Anwesend waren interessierte Bürger:innen, Schüler:innen und Studierende, Bürgermeister:innen aus den Gemeinden der Region Nordhausen, die Stadtwerke, Wohnungsgesellschaft und –genossenschaft, Vereine, Energiegenossenschaften.

Ergebnis des ersten Tages: Viele Projekte für eine Zukunftsstadt sind in Nordhausen und im Landkreis bereits Realität. So gibt es beispielsweise Bürger:innen, die ihr Auto der Gemeinschaft zur Verfügung stellen, indem sie es stunden- oder tageweise vermietet. Andere Initiativen, wie beispielsweise die Bürgerstiftung Park Hohenrode engagieren sich schon seit Jahren für die Grundflächenentwicklung in der Region. Unternehmen wie die städtische Wohnungsgesellschaft investieren bereits in Projekte zur Gestaltung des energetischen Wandels.

Einen kurzen Input zu den Themen der drei Arbeitsgruppen ›Gemeinsam investieren‹, ›Gemeinsam Verhalten ändern‹ und ›Gemeinsam motivieren‹ gaben der Kommunikationsdesigner Prof. Steffen Schuhmann von der Kunsthochschule Berlin Weissensee, die Projektleiterin Kerstin Faber von der IBA Thüringen, der Vorsitzende des Vereins Bürgerenergie Thüringen Matthias Golle sowie Prof. Dagmar Everding vom Lehrstuhl Ökologischer Stadtumbau der Hochschule Nordhausen.

Mobil in die Zukunft

Im Januar 2016 trotzten wieder rund 70 Teilnehmer:innen dem Wintereinbruch und kamen zur zweiten Bürgerwerkstatt, um eine Stadt-Land-Mobilität für das Jahr 2030 zu entwerfen. Den fachlichen Einstieg der Veranstaltung lieferten die beiden Referenten und Experten für Mobilität Prof. Dr. Gather von der FH Erfurt und Dr. Wilde von der Goethe-Universität Frankfurt. So stellte sich unter anderem heraus, dass im Durchschnitt ein Fahrzeug zu 95% ungenutzt bleibt, ein öffentlicher Parkplatz uns alle statistisch aber 10.000 Euro pro Jahr dafür kostet. Ein CarSharing Auto ersetzt wiederum bis zu acht Privat-Pkws – und würde uns damit um 80.000 Euro pro Jahr erleichtern.

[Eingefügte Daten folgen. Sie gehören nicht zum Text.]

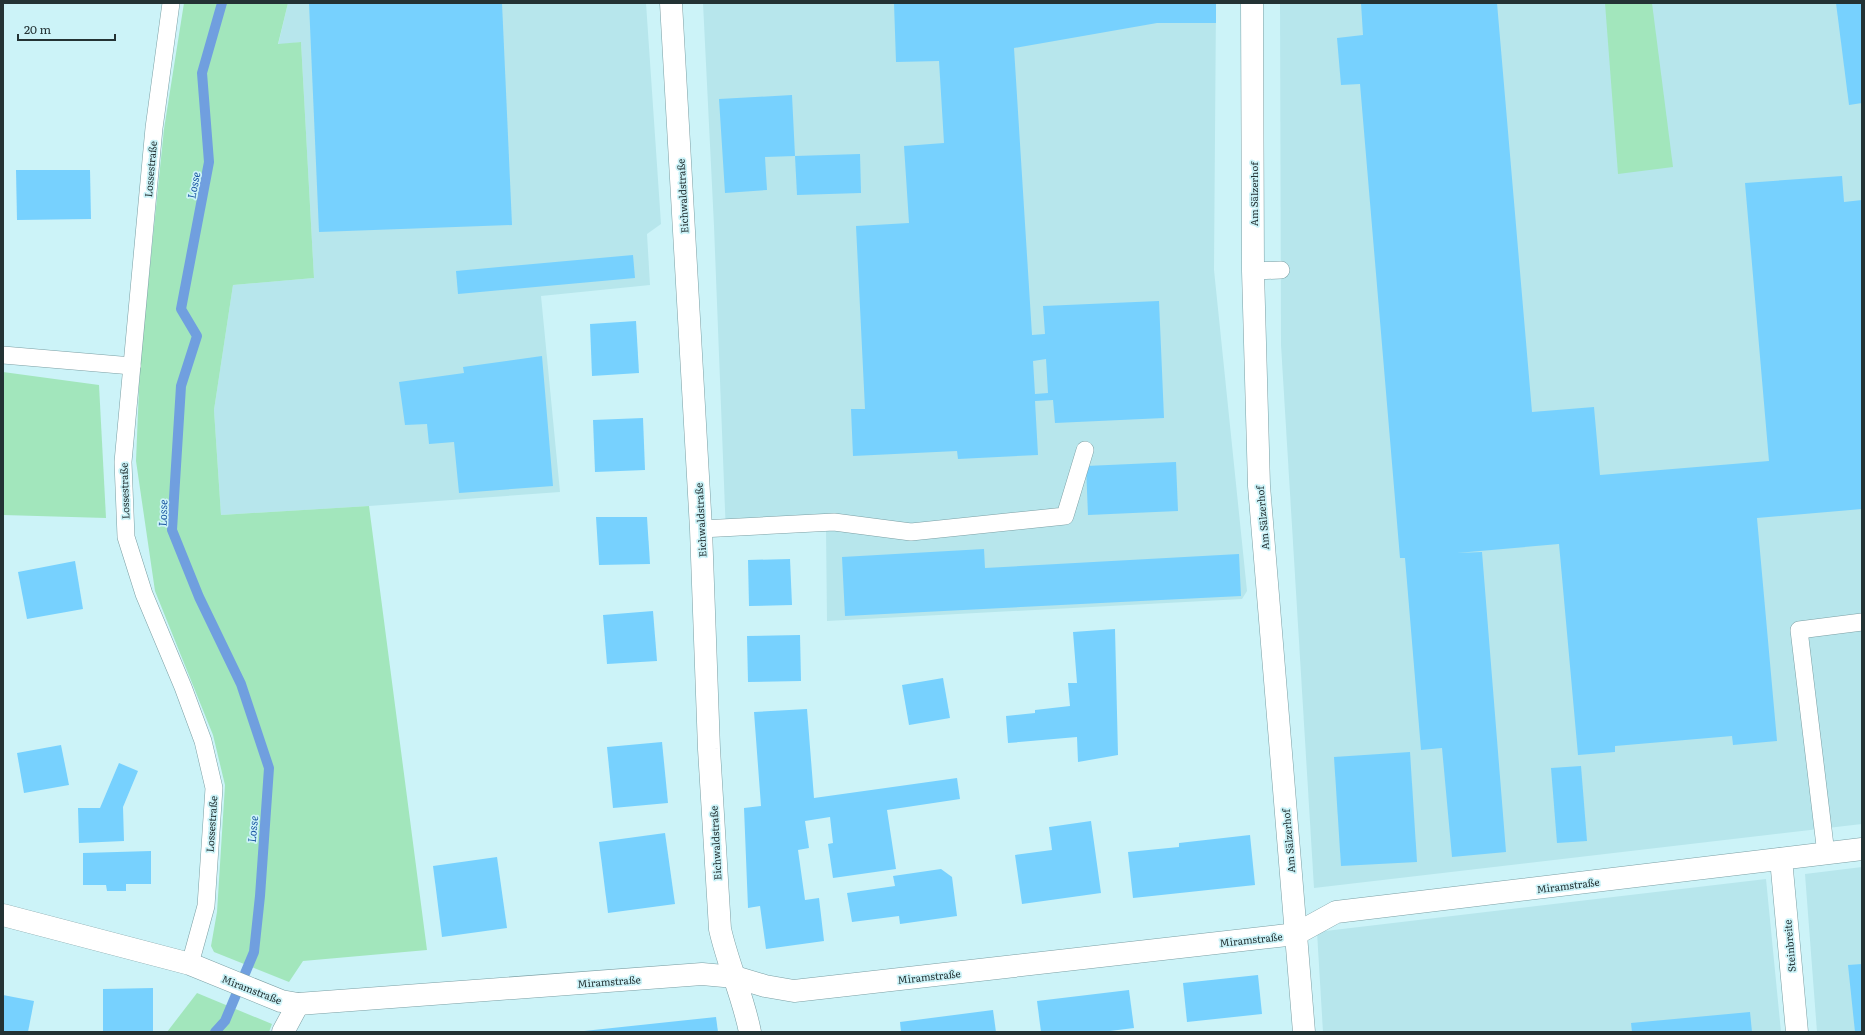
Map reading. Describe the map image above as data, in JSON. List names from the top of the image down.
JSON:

Neben diesen Informationen wurden zahlreiche praktische Beispiele zu innovativen und bewegenden Initiativen und Projekten vorgestellt. In drei Arbeitsgruppen wurde anschließend weitergearbeitet.

In der ersten Arbeitsgruppe unter dem Titel ›Nordhausens Nahverkehr gesichert in die Zukunft‹ kamen die Möglichkeiten und Wege zur Sprache, den Nahverkehr in Stadt und Landkreis dauerhaft zu sichern. So wurde über einen ticketlosen ÖPNV im gesamten Landkreis und die Möglichkeiten eines Bürgerbusvereins für Nordhausen diskutiert.

Die zweite Arbeitsgruppe beschäftigte sich mit dem Thema ›Teilen statt besitzen‹, eine Überzeugung mit Nachholbedarf in Sachen Anhängerschaft. Die Wege zu einem sicheren und lebenswerten Straßenraum wurden in der dritten Arbeitsgruppe besprochen. Initiativen wie autofreie Tage, Rad- und Fußverkehrs-Apps mit Belohnungssytem und Lastenraddienstleistungen wurden vorgeschlagen.

Innovativ denken, realistisch handeln

Im Februar 2016 fand die 3. Bürgerwerkstatt, wieder mit rund 70 Teilnehmer:innen, statt. Diesmal zum anspruchsvollen Thema energetischer Stadtumbau.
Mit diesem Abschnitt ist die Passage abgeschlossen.